Getting there is cheaper than most people assume. Norwegian Air and SAS fly to Svalbard Airport (LYR) in Longyearbyen from Oslo in approximately 3 hours. Flights run multiple times daily. There are no standard visa requirements – the 1920 Svalbard Treaty grants nationals of signatory countries the right to settle and work, which is why Longyearbyen has a mixed population of Norwegians, Russians (from the mining settlement at Barentsburg), and various other nationalities.
When to Go
June through August: 24-hour daylight, temperatures of 5 to 12 degrees Celsius, hiking trails accessible, boat tours running, seabirds nesting, polar bears moving across the tundra. This is when most wildlife is accessible from the settlement.
March through May: polar spring, snow on the ground, dog sledding and snowmobiling at their best. The late winter light at this latitude – low sun angles across ice and snow for most of the day – is what serious Arctic photographers specifically come for.
November through February: polar night, continuous darkness, northern lights, and temperatures of -15 to -30 degrees Celsius. The northern lights are visible from early September through March with clear skies.
Longyearbyen
The town is industrial and functional: wooden houses on stilts to prevent permafrost melt, a church, a museum, a supermarket, and the infrastructure of a mining and tourism economy. The Svalbard Museum covers natural history and human settlement competently. The Global Seed Vault – a repository for the world’s crop seeds built into the permafrost in 2008 – is 2 kilometres from town and visible from the road. It is not open to visitors but the approach road gives a sufficient sense of it.
The Svalbard Social Club restaurant, in the old coal company headquarters building, is the best option for dinner. Norwegian-influenced food, local produce, expensive by any standard because everything is expensive in Svalbard.
Wildlife
Summer boat tours from Longyearbyen cover the western fjord system. Walrus are hauled out on beaches. The bird cliffs hold little auks, BrĂ¼nnich’s guillemots, and Atlantic puffins in the millions. Arctic foxes throughout the tundra. The Svalbard reindeer subspecies is small, shaggy, and visible near Longyearbyen.

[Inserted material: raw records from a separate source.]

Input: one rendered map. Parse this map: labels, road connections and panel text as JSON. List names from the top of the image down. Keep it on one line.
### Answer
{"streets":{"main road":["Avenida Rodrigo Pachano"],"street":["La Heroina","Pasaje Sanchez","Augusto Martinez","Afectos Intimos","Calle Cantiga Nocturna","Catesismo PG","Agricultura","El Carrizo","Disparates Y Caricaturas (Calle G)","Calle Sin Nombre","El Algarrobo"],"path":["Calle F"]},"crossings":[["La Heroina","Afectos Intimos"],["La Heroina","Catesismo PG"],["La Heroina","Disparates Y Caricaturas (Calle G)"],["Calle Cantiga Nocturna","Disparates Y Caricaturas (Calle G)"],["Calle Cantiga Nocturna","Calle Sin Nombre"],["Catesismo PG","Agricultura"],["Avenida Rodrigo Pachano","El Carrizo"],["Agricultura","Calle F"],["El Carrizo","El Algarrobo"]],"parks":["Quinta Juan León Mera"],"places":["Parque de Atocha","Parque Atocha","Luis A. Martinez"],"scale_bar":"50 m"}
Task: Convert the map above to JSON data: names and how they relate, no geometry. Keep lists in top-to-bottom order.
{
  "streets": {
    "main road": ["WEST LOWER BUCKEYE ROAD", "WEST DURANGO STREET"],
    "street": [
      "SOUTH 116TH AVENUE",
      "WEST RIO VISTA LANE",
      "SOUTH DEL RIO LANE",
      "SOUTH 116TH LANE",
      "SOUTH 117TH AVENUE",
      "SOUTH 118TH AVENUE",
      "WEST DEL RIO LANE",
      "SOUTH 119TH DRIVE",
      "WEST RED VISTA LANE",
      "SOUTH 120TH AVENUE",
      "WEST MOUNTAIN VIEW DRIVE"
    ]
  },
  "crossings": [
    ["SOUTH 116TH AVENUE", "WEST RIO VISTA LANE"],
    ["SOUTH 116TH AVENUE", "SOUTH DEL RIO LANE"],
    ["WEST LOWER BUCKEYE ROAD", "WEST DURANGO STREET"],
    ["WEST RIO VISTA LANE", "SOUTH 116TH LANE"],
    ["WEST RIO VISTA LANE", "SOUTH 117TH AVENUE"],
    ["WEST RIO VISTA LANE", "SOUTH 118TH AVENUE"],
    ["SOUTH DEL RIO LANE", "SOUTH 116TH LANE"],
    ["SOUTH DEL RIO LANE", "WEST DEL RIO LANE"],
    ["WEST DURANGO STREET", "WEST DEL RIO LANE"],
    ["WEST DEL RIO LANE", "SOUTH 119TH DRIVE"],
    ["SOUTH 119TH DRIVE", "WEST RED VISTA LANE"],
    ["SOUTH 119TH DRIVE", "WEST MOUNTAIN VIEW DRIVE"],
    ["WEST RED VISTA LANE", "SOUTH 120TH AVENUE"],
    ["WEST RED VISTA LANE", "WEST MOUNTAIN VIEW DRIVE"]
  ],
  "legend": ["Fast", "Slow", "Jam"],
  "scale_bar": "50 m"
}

Polar bear sightings on tours are common in summer on longer expeditions to the ice edge in the north. The bears swim from ice floe to ice floe; ice coverage in summer is variable and has been decreasing as climate change reduces summer ice extent. Shorter day trips have variable polar bear probability; multi-day expeditions to the northern ice give the best access.
Dog Sledding
March and April dog sled tours cover mountain terrain around Longyearbyen and reach frozen fjords where the polar spring landscape is at its most dramatic. Full-day tours run approximately NOK 3,000 to 4,000 per person.
Practical Notes
Pack for temperatures 10 degrees colder than forecast when planning outdoor activities. Mosquitoes are a genuine issue in summer in valleys and near standing water; repellent is useful. Radisson Blu Polar Hotel and Mary-Ann’s Polarrigg are both reliable accommodation options.